Bu eğitim sonunda “Kültür Elçisi” olarak sertifika alan 105 öğrenci 13-17 Haziran tarihleri arasında İstanbul’da buluşacak. Mardin’in Midyat ilçesi 'Kültür Elçi'lerinden 13 yaşındaki Yiğit Erdem hiç gelmediği İstanbul’la ilgili duygularını şöyle dile getiriyor:

“İstanbul’a hiç gelmedim. Hep televizyonlardan, kitaplardan gördüm. Önce tarihi mekanları gezmek isterim. Mimar Sinan’ın eserlerini, Eyüp Sultan, Dolmabahçe Sarayı’nı, Feshane’yi, Galata Kulesi’ni, Kız Kulesi’ni, Yedikule Zindanları’nı ve tabii ki Miniatürk’ü… Doğanın güzelliklerini, Sarayburnu’nu, Gülhane’yi, Beyoğlu’nu… Türkiye’nin en büyük üniversitelerinin bulunduğu bu şehirde Marmara, Mimar Sinan ve Boğaziçi Üniversitesi’ni görmek hayallerimi yerinde yaşamak olur benim için!”

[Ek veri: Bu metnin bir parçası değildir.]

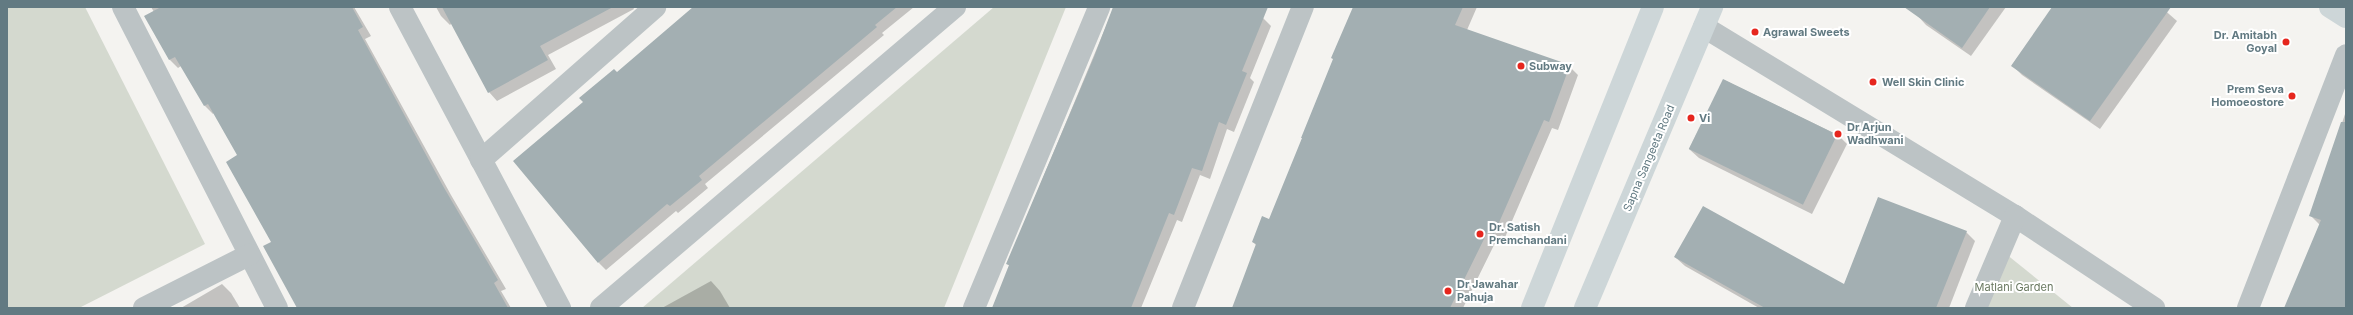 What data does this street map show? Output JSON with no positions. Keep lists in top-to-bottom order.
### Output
{
  "streets": {
    "main road": ["Sapna Sangeeta Road"]
  },
  "parks": ["Matlani Garden"],
  "places": [
    "Agrawal Sweets",
    "Dr. Amitabh Goyal",
    "Subway",
    "Well Skin Clinic",
    "Prem Seva Homoeostore",
    "Vi",
    "Dr Arjun Wadhwani",
    "Dr. Satish Premchandani",
    "Dr Jawahar Pahuja"
  ]
} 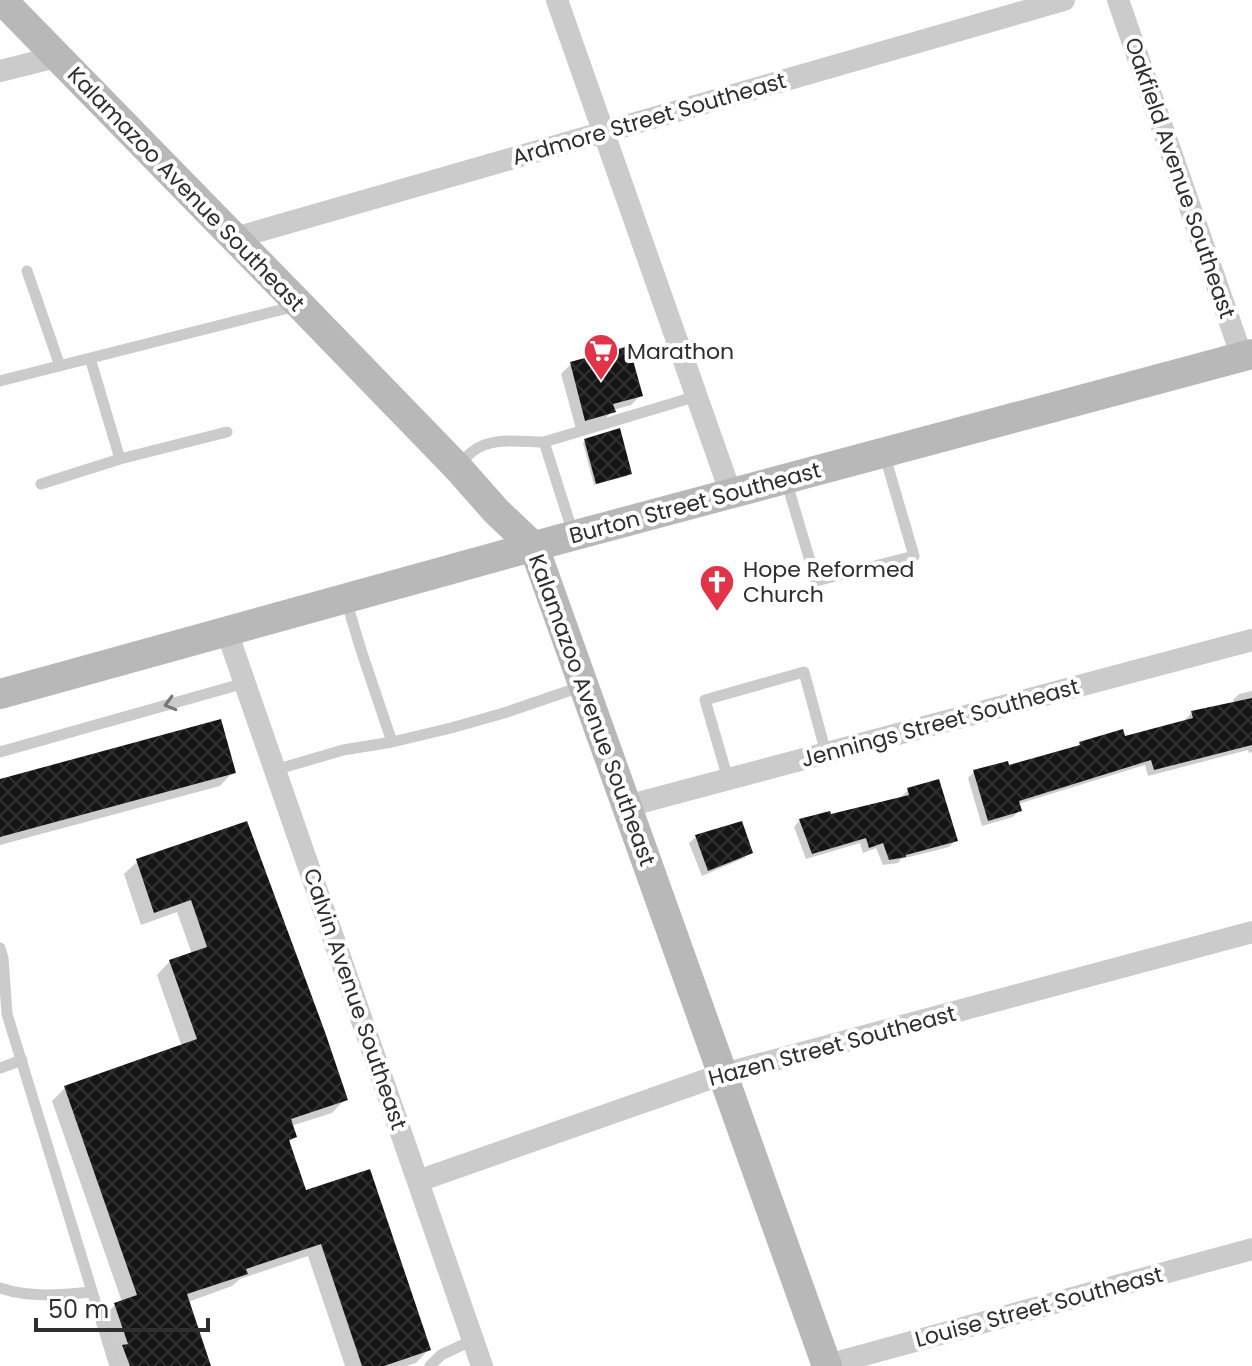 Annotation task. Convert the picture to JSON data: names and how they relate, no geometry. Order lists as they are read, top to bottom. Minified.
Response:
{"streets":{"main road":["Kalamazoo Avenue Southeast","Burton Street Southeast"],"street":["Ardmore Street Southeast","Oakfield Avenue Southeast","Jennings Street Southeast","Calvin Avenue Southeast","Hazen Street Southeast","Louise Street Southeast"]},"crossings":[["Ardmore Street Southeast","Kalamazoo Avenue Southeast"],["Oakfield Avenue Southeast","Burton Street Southeast"],["Kalamazoo Avenue Southeast","Burton Street Southeast"],["Kalamazoo Avenue Southeast","Jennings Street Southeast"],["Kalamazoo Avenue Southeast","Hazen Street Southeast"],["Kalamazoo Avenue Southeast","Louise Street Southeast"],["Burton Street Southeast","Calvin Avenue Southeast"],["Calvin Avenue Southeast","Hazen Street Southeast"]],"places":{"supermarket":["Marathon"],"church":["Hope Reformed Church"]},"scale_bar":"50 m"} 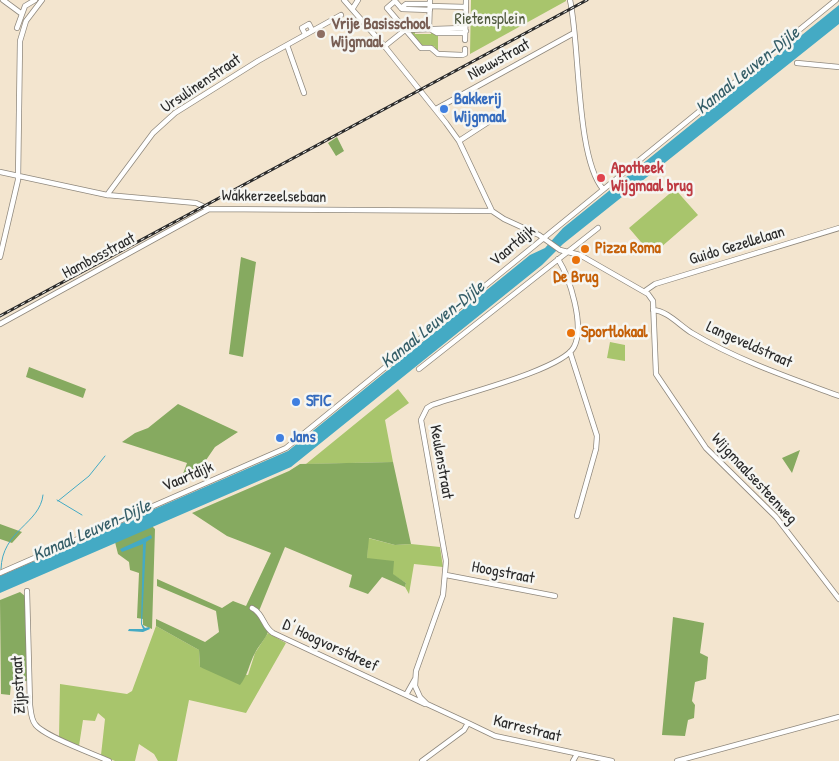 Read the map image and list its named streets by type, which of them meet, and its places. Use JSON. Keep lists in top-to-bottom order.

Talas “Kültür Elçileri”nden Volkan Kaya ise kendisinde gördüğü değişikliği mektubunda şöyle anlatmış:

“Eğitimden önce ‘ne eski bina, keşke yıksalar’ dediğim Talas evinin şimdi ne kadar değerli olduğunu biliyorum. Ve o evi korumam gerektiğini de biliyorum. İyi ki ÇEKÜL’e katılmışım...”

Bu 105 Kültür Elçisi çocuk, 17 Haziran Perşembe günü Eminönü Sivil Girişimi'nin konuğu olarak "Yürüyüş Güzergahları"ndan geçerek Tarihi Yarımada'ya gelecek...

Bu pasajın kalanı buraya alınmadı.